Your response should consist of the lines below, printed exactly.

**** Data for processing ****

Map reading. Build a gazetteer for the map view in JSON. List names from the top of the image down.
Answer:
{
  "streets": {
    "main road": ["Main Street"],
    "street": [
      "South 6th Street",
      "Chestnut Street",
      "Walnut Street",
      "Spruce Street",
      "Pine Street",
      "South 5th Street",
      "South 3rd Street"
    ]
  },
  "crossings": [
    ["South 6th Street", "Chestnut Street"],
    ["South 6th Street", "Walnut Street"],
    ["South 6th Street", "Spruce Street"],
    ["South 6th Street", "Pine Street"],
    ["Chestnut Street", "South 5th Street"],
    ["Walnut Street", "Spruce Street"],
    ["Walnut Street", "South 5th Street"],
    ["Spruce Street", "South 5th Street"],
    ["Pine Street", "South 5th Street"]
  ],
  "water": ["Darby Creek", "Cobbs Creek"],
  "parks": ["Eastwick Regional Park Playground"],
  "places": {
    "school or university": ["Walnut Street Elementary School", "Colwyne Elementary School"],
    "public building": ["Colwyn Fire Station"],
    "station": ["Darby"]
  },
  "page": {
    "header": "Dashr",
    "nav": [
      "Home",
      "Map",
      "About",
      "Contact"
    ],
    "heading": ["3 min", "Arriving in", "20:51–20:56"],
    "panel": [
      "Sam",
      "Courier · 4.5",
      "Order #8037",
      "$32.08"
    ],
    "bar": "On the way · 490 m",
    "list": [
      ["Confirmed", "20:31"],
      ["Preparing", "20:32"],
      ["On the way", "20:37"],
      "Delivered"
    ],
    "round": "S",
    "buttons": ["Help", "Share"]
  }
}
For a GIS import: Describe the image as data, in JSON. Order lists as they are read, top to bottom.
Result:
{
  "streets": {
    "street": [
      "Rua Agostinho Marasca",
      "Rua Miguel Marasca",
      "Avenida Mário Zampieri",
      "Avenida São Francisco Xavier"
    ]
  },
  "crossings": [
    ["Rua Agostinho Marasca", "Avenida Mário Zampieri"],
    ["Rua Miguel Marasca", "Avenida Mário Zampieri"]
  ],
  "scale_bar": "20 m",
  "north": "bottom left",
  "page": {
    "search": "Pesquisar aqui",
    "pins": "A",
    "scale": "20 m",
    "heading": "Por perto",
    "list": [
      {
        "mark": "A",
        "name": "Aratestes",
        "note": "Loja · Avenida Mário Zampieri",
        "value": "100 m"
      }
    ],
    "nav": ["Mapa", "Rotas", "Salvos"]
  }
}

****

| Written solution |
Map reading. Build a gazetteer for the map view in JSON. List names from the top of the image down.
Answer:
{
  "streets": {
    "main road": ["Main Street"],
    "street": [
      "South 6th Street",
      "Chestnut Street",
      "Walnut Street",
      "Spruce Street",
      "Pine Street",
      "South 5th Street",
      "South 3rd Street"
    ]
  },
  "crossings": [
    ["South 6th Street", "Chestnut Street"],
    ["South 6th Street", "Walnut Street"],
    ["South 6th Street", "Spruce Street"],
    ["South 6th Street", "Pine Street"],
    ["Chestnut Street", "South 5th Street"],
    ["Walnut Street", "Spruce Street"],
    ["Walnut Street", "South 5th Street"],
    ["Spruce Street", "South 5th Street"],
    ["Pine Street", "South 5th Street"]
  ],
  "water": ["Darby Creek", "Cobbs Creek"],
  "parks": ["Eastwick Regional Park Playground"],
  "places": {
    "school or university": ["Walnut Street Elementary School", "Colwyne Elementary School"],
    "public building": ["Colwyn Fire Station"],
    "station": ["Darby"]
  },
  "page": {
    "header": "Dashr",
    "nav": [
      "Home",
      "Map",
      "About",
      "Contact"
    ],
    "heading": ["3 min", "Arriving in", "20:51–20:56"],
    "panel": [
      "Sam",
      "Courier · 4.5",
      "Order #8037",
      "$32.08"
    ],
    "bar": "On the way · 490 m",
    "list": [
      ["Confirmed", "20:31"],
      ["Preparing", "20:32"],
      ["On the way", "20:37"],
      "Delivered"
    ],
    "round": "S",
    "buttons": ["Help", "Share"]
  }
}
For a GIS import: Describe the image as data, in JSON. Order lists as they are read, top to bottom.
Result:
{
  "streets": {
    "street": [
      "Rua Agostinho Marasca",
      "Rua Miguel Marasca",
      "Avenida Mário Zampieri",
      "Avenida São Francisco Xavier"
    ]
  },
  "crossings": [
    ["Rua Agostinho Marasca", "Avenida Mário Zampieri"],
    ["Rua Miguel Marasca", "Avenida Mário Zampieri"]
  ],
  "scale_bar": "20 m",
  "north": "bottom left",
  "page": {
    "search": "Pesquisar aqui",
    "pins": "A",
    "scale": "20 m",
    "heading": "Por perto",
    "list": [
      {
        "mark": "A",
        "name": "Aratestes",
        "note": "Loja · Avenida Mário Zampieri",
        "value": "100 m"
      }
    ],
    "nav": ["Mapa", "Rotas", "Salvos"]
  }
}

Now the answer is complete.